Le propuso a Bo emplear el cadáver de un condenado.

* * *

El responsable de la prisión de extramuros, un militar cuajado de cicatrices, pareció disfrutar con la idea de atravesar a un muerto.

—Precisamente esta mañana estrangulamos a uno —se felicitó—. Sabía que en el pasado se emplearon presos muertos para experimentar los efectos de la acupuntura, pero nunca me habían propuesto algo semejante. En fin, si es por el bien del imperio, al menos esos criminales servirán para algo.

Les condujo hasta el lugar donde yacía el cuerpo del infortunado. El responsable del presidio les informó de que la ejecución pública había tenido lugar el día anterior en uno de los mercados, pero después había sido trasladado al patio de la prisión y desde entonces permanecía expuesto para escarmiento de los demás reos. Lo encontraron tirado sobre la tierra, vestido y hecho un guiñapo.

—Ese cabrón violó a dos niñas y las arrojó al río. La turba le apaleó —justificó.

Cuando el militar le preguntó si necesitaba que lo desnudaran, Cí respondió negativamente. El anciano había sido asesinado vestido y él pretendía reproducir los hechos de la forma más fidedigna posible. Sacó los dibujos y comprobó la posición de las heridas. Luego prendió sobre la camisola del cadáver una pinza de bambú señalando el lugar donde tenía que clavar la pica.
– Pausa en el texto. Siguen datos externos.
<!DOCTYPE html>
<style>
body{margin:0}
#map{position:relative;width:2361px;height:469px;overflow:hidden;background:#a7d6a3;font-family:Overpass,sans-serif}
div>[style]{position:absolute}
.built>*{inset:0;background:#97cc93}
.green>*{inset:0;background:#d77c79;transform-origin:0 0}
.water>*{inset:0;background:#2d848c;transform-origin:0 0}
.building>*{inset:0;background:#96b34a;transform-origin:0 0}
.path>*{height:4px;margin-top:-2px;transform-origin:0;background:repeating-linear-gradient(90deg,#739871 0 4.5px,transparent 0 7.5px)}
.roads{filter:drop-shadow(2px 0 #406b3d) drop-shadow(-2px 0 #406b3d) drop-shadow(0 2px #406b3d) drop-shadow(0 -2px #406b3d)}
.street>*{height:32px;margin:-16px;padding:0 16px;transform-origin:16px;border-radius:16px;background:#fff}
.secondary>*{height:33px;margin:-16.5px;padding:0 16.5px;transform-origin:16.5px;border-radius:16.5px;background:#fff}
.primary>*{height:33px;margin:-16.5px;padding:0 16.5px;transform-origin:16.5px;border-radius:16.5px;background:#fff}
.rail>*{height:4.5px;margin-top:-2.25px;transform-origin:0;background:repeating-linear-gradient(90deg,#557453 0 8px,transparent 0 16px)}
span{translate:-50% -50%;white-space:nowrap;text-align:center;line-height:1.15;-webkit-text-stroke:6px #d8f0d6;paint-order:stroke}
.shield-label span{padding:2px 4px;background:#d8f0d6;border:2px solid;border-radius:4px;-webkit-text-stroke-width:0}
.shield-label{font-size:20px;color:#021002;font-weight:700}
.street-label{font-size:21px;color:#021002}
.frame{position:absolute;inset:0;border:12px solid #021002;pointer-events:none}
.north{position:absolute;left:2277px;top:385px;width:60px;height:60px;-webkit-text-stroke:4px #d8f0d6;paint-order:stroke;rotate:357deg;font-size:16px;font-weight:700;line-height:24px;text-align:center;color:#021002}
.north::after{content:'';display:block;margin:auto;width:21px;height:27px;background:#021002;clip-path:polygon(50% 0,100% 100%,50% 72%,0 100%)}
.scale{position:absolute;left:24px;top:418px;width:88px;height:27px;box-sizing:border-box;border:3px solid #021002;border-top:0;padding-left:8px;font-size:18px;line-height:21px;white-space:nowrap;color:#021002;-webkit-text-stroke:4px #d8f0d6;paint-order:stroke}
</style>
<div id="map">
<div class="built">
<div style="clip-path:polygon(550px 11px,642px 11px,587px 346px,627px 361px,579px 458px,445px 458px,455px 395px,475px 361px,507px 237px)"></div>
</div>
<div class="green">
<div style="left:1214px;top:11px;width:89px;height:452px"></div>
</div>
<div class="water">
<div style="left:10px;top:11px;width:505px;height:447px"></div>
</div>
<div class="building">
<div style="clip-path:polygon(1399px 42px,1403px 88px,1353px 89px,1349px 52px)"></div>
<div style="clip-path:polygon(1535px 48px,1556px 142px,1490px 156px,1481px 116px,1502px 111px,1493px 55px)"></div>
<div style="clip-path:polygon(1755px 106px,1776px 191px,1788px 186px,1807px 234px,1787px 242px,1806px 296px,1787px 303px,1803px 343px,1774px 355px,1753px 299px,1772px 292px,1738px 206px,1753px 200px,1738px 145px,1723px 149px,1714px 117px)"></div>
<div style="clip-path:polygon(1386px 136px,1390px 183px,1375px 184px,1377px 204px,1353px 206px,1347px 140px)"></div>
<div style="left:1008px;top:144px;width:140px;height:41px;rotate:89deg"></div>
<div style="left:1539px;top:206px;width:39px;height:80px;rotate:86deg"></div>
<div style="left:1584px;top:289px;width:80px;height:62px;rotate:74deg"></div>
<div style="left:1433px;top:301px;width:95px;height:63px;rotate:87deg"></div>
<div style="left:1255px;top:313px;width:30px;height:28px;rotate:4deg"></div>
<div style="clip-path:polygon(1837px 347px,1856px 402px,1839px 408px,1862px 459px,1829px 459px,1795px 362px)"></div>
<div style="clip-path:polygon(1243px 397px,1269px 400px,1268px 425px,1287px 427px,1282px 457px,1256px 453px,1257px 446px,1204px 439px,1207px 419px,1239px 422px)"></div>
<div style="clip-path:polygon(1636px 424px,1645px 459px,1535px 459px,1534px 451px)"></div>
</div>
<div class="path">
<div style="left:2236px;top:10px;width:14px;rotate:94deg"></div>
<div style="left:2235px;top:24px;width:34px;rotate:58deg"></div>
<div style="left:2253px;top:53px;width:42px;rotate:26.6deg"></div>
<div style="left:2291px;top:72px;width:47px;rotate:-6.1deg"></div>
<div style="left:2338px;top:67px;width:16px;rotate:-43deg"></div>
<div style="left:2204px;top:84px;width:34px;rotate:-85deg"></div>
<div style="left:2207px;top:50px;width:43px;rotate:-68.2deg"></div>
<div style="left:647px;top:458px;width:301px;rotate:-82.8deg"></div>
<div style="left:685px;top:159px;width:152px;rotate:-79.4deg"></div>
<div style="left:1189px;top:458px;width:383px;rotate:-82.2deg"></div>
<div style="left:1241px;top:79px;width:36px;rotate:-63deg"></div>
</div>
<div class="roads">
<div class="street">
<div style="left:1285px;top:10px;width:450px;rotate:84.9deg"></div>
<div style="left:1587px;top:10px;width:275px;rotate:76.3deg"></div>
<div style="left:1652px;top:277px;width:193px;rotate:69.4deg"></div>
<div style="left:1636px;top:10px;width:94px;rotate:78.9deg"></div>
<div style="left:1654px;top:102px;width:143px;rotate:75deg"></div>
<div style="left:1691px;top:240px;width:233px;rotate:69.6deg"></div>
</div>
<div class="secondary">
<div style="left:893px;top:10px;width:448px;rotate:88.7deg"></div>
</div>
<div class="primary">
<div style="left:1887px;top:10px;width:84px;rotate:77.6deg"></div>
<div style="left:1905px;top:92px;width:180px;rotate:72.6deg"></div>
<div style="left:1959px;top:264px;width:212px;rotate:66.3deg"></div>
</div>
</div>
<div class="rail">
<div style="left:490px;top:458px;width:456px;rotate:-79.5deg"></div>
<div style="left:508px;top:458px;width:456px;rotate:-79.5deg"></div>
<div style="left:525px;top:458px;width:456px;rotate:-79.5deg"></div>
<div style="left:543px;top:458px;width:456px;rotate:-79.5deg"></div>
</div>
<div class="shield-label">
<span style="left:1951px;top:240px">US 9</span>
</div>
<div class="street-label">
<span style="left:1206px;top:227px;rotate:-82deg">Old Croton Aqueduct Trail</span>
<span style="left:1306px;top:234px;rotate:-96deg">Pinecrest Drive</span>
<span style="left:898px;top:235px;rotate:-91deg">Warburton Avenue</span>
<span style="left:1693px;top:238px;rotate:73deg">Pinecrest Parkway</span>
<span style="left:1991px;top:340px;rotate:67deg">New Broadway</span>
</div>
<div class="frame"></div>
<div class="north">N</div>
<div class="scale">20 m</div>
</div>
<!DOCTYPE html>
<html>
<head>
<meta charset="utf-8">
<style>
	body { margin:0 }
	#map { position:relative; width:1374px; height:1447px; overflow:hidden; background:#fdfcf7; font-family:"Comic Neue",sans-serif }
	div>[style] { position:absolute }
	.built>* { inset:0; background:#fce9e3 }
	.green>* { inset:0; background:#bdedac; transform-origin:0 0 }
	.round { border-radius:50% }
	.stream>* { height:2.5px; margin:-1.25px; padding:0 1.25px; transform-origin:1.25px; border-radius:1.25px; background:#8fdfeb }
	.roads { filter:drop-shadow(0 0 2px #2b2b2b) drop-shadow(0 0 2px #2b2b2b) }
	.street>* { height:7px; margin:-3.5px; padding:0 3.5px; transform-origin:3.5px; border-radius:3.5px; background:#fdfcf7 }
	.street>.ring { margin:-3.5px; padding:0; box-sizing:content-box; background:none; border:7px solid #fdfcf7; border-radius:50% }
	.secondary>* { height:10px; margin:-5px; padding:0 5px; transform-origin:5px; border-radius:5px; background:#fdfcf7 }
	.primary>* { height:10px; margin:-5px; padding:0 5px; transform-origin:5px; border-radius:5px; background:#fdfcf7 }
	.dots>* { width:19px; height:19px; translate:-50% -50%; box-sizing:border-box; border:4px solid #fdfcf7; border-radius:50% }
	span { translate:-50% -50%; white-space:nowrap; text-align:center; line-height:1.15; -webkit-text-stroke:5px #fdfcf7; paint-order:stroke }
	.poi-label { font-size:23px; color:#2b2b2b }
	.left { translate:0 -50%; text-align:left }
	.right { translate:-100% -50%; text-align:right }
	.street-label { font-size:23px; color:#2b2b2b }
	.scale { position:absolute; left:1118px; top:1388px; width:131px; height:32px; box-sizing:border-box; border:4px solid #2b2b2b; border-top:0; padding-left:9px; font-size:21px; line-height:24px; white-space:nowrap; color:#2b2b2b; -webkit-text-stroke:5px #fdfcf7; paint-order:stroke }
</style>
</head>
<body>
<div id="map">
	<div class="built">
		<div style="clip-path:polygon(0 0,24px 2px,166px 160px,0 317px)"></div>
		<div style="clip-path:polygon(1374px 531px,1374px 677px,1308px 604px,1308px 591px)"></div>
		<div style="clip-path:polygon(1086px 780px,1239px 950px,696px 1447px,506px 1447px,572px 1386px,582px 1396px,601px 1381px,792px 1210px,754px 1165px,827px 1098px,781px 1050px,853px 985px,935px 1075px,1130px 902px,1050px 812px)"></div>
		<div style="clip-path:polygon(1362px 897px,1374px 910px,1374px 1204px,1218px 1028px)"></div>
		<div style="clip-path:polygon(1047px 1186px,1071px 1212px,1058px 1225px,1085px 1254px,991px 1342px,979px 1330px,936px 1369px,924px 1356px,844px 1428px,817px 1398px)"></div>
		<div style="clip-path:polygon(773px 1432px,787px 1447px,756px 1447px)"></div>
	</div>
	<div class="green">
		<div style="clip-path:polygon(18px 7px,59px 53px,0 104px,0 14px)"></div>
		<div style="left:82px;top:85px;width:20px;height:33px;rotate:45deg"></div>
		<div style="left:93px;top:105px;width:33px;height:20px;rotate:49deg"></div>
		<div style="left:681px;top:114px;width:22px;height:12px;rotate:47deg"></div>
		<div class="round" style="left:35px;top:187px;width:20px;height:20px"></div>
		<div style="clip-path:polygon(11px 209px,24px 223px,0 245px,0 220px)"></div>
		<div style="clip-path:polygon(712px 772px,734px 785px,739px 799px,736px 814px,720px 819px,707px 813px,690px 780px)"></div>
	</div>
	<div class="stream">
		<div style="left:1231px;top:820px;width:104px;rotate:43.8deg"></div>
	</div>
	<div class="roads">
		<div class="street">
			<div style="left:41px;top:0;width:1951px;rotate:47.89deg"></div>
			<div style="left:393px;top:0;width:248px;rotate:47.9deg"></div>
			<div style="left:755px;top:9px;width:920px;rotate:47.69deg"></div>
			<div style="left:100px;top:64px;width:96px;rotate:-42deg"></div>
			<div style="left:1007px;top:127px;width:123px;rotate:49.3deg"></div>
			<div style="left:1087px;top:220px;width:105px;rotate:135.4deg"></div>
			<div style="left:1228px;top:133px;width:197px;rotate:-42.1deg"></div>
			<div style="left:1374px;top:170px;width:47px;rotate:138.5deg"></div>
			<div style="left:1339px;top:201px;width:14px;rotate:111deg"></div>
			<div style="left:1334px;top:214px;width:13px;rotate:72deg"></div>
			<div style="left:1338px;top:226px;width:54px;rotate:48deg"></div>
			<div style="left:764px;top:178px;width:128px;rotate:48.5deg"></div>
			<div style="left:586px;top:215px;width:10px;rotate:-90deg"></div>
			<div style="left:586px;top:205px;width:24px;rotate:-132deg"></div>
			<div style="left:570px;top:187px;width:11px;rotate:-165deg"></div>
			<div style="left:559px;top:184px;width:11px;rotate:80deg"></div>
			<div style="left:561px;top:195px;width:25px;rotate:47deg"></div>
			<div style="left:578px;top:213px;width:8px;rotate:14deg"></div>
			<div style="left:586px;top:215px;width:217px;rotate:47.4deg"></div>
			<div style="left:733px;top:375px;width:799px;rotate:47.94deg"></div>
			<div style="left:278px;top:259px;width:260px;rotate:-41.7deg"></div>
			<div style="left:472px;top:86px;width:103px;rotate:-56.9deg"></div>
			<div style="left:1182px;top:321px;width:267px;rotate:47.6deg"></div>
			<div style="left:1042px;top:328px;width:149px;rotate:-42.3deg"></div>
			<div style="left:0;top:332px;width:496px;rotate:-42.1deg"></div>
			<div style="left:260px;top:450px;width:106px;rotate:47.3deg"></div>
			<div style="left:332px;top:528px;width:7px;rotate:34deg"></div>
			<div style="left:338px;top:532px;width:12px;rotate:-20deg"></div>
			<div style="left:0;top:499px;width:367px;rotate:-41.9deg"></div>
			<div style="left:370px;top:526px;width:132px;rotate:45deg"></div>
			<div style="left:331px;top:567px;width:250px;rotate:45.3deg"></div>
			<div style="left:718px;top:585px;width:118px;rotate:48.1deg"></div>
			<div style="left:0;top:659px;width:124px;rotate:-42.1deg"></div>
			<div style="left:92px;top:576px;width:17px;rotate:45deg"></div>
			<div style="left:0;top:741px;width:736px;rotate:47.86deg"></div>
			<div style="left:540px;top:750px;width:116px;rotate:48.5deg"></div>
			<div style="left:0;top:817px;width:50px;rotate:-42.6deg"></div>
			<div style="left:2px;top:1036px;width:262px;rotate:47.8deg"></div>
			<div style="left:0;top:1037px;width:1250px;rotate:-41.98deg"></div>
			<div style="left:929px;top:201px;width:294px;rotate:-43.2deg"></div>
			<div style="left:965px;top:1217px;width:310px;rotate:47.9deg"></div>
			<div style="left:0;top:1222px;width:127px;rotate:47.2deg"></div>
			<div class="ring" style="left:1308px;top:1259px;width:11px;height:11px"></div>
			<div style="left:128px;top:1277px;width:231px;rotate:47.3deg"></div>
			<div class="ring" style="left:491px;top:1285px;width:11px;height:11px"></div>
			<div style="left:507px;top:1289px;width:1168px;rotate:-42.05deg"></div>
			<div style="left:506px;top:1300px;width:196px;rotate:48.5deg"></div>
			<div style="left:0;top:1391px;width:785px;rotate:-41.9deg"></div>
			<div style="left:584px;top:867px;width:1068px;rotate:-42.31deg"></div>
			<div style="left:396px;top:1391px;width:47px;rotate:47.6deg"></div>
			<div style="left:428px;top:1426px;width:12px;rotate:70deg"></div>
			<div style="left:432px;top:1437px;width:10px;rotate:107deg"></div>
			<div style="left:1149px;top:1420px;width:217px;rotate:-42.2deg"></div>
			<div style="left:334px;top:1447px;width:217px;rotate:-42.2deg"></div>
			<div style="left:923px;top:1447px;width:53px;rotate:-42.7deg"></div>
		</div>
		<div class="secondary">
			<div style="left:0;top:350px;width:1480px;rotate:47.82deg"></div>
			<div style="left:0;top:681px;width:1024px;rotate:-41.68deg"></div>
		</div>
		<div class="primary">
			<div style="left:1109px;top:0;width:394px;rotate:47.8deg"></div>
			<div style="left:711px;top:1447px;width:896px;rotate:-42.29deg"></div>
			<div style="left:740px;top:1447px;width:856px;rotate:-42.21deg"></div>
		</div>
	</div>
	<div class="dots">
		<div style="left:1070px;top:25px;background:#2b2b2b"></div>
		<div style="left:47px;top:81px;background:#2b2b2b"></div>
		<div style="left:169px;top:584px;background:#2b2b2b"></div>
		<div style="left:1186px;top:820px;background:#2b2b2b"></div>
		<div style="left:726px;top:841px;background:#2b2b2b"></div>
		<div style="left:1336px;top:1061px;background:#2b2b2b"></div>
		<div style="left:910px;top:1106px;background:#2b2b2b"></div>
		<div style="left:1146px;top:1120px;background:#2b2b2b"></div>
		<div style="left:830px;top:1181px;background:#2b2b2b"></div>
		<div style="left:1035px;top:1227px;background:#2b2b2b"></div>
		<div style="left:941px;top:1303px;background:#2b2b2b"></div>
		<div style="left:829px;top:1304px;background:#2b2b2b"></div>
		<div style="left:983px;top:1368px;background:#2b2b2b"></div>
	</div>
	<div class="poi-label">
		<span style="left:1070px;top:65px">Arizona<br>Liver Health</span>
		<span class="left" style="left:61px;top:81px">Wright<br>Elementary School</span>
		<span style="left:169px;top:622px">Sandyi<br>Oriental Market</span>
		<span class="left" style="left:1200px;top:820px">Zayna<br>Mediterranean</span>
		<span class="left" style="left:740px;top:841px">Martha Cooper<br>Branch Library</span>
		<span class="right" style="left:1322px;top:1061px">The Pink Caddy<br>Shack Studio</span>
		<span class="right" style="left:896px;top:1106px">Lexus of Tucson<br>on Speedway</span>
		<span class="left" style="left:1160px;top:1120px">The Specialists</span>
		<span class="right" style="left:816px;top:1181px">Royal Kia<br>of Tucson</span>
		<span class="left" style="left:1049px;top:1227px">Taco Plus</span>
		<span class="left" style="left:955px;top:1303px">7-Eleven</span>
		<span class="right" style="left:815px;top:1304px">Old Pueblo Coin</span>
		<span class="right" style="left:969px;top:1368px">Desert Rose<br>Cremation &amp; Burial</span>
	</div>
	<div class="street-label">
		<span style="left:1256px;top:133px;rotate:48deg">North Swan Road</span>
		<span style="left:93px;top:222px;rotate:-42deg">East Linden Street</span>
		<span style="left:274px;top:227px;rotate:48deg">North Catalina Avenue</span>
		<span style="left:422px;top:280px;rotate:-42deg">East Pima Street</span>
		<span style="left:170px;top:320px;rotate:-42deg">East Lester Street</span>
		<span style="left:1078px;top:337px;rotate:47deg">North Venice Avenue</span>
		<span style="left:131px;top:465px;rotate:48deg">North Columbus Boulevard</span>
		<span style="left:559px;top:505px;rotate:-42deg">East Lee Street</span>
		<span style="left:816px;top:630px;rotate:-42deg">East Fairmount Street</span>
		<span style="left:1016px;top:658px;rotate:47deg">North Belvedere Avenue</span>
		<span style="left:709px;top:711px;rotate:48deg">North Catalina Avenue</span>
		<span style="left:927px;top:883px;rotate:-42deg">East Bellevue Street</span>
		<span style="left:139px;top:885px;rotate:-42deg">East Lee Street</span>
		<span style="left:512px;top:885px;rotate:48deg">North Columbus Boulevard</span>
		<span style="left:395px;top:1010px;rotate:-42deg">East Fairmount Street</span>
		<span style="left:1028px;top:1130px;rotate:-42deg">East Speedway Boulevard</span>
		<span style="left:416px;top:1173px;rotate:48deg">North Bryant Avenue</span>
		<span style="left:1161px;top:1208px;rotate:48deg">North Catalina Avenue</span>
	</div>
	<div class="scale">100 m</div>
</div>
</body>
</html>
—Será preciso incorporarlo —señaló.

Entre varios soldados consiguieron izar el cuerpo y pasarle una soga bajo los hombros que aseguraron bajo una viga. Finalmente, el cadáver colgó como un monigote. Cí lo miró. Cuando aferró la pica no pudo evitar sentir pena por el criminal. Sus ojos entreabiertos parecían desafiarle desde más allá de la muerte. Cí enarboló la lanza. Pensó en las niñas asesinadas y descargó la pica sobre el cadáver con todas sus fuerzas. Sonó un chasquido y el madero penetró en el cuerpo como si trinchara un cerdo. Sin embargo, se enganchó a mitad del recorrido y no lo traspasó.